Consider the shear strength vs age relation using the propellant data.

Recalculate the coefficients of the fitted linear regression model using the vector equations we obtained.
Suppose that the expectation of the initial shear strength is known to be 2400. Write the corresponding model (should involve only one parameter \(\beta_1\)). Calculate 95% CI on \(\beta_1\).

Answer:

# Computation part of the answer : 

prop<-read.table("https://math.dartmouth.edu/~m50f17/propellant.csv", header=T, sep=",")
shearS<-prop$ShearS 
age<-prop$Age

X <- cbind(1,age)
betaHat <- solve( t(X) %*% X ) %*% t(X) %*% shearS

# part (a)
cat ( " Part(a)
 Fitted Coefficients =  " , betaHat   , " \n\n")

##  Part(a)
##  Fitted Coefficients =   2627.822 -37.15359

# part (b)
# We can use a vertical shift and use the no-intercept model 
# Note that vertical shifting will not change the beta1 and its statistics. 
# Therefore after we shift down by 2400, we simply work on a no-intercept model

shearS_Shifted <- shearS - 2400

beta1Hat = sum( age * shearS_Shifted) / sum(age^2)
yHat <- beta1Hat * age 

# We use CI for no-intercept model
dof = 19 

MSres = sum((yHat - shearS_Shifted)^2) / dof
seBeta1 = sqrt(MSres / sum(age^2) )

tQ = qt( .975, dof)
lowerCI = beta1Hat - tQ * seBeta1
upperCI = beta1Hat + tQ * seBeta1

cat ( " Part (b) 
 Lower and upper bound of CI are :  " ,  lowerCI , ",  " , upperCI , " 
 \n Note that these numbers make sense. Since we forced intercept to be 2400 (which is 
 lower than the estimate of the intercept-model) the regression analysis response is 
 to raise the other end, and therefore increase the slope. "
 )

##  Part (b) 
##  Lower and upper bound of CI are :   -28.64285 ,   -19.63201  
##  
##  Note that these numbers make sense.

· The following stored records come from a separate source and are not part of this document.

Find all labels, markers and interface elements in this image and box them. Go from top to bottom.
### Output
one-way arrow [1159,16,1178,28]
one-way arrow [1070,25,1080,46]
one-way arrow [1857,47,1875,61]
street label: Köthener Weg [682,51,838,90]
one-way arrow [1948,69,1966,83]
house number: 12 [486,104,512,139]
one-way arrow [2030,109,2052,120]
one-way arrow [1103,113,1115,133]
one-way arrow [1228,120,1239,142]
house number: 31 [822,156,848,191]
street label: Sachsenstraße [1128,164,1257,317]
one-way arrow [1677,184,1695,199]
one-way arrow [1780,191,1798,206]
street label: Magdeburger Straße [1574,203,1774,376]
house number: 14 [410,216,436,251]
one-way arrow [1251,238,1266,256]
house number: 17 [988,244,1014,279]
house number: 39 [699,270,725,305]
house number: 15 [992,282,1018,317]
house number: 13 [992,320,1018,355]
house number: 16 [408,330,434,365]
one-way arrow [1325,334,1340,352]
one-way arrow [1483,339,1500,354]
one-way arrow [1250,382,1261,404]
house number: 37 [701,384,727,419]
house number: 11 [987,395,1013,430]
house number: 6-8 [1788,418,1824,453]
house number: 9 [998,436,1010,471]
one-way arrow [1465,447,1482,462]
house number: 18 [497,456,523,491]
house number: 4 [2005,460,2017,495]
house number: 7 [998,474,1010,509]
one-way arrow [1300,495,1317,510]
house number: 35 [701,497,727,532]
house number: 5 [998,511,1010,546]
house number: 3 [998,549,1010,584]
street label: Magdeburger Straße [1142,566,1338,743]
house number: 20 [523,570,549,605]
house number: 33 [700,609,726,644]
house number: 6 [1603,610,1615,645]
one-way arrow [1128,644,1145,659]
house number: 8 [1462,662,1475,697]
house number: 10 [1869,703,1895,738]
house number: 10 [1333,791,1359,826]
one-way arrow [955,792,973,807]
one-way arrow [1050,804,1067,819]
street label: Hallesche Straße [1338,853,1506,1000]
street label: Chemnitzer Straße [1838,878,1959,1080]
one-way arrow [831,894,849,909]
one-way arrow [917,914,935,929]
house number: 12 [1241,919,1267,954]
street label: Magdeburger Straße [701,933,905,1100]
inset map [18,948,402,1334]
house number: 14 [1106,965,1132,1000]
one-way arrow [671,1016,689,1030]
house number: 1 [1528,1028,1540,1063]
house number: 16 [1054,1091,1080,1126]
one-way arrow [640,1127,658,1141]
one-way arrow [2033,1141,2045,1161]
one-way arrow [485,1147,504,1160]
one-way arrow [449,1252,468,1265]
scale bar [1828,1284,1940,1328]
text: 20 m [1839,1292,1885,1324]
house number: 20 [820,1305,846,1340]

Since we forced intercept to be 2400 (which is 
##  lower than the estimate of the intercept-model) the regression analysis response is 
##  to raise the other end, and therefore increase the slope.

fitted = lm(shearS ~ age)
plot(age, shearS, main="Shear Strength vs. Age", pch=16, xlim=c(0,30), ylim=c(1600,2700))
abline(fitted$coef, lwd = 2, col = "blue")
abline( c(2400,beta1Hat), lwd = 2 , col = 'red')

Example : Phytoplankton Population

A scientist is trying to model the relation between phytoplankton population in the city public water supply and concentration of two substances. The sample data is at : https://math.dartmouth.edu/~m50f17/phytoplankton.csv

where headers are

pop : population of phytoplankton (\(y\))
subs1 : concentration of substance-1 (\(x_1\))
subs2 : concentration of substance-2 (\(x_2\))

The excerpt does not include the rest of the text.